What to do:
All lines after the one containing "Quick job: Serialize", together with that line itself, should be written out exactly, down to the last line of the entries below.

Start of Data shown

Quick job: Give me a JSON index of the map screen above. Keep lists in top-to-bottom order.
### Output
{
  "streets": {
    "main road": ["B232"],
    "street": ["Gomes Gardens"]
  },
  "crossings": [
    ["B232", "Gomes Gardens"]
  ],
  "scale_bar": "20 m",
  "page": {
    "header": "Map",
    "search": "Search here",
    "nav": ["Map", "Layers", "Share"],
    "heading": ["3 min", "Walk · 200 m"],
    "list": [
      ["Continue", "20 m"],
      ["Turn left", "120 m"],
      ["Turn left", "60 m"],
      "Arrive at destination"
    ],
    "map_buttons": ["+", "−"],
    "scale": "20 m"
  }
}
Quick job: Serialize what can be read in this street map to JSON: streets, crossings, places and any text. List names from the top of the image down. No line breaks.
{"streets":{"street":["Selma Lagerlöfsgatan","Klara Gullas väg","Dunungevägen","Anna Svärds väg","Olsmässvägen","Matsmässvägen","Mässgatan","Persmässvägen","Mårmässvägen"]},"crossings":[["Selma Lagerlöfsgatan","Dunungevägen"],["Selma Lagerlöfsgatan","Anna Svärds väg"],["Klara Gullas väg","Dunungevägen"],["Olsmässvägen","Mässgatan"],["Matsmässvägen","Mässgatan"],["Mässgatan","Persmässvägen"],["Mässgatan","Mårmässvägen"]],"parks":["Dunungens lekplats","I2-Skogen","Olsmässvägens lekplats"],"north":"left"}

End of Data shown

Output:
Quick job: Serialize what can be read in this street map to JSON: streets, crossings, places and any text. List names from the top of the image down. No line breaks.
{"streets":{"street":["Selma Lagerlöfsgatan","Klara Gullas väg","Dunungevägen","Anna Svärds väg","Olsmässvägen","Matsmässvägen","Mässgatan","Persmässvägen","Mårmässvägen"]},"crossings":[["Selma Lagerlöfsgatan","Dunungevägen"],["Selma Lagerlöfsgatan","Anna Svärds väg"],["Klara Gullas väg","Dunungevägen"],["Olsmässvägen","Mässgatan"],["Matsmässvägen","Mässgatan"],["Mässgatan","Persmässvägen"],["Mässgatan","Mårmässvägen"]],"parks":["Dunungens lekplats","I2-Skogen","Olsmässvägens lekplats"],"north":"left"}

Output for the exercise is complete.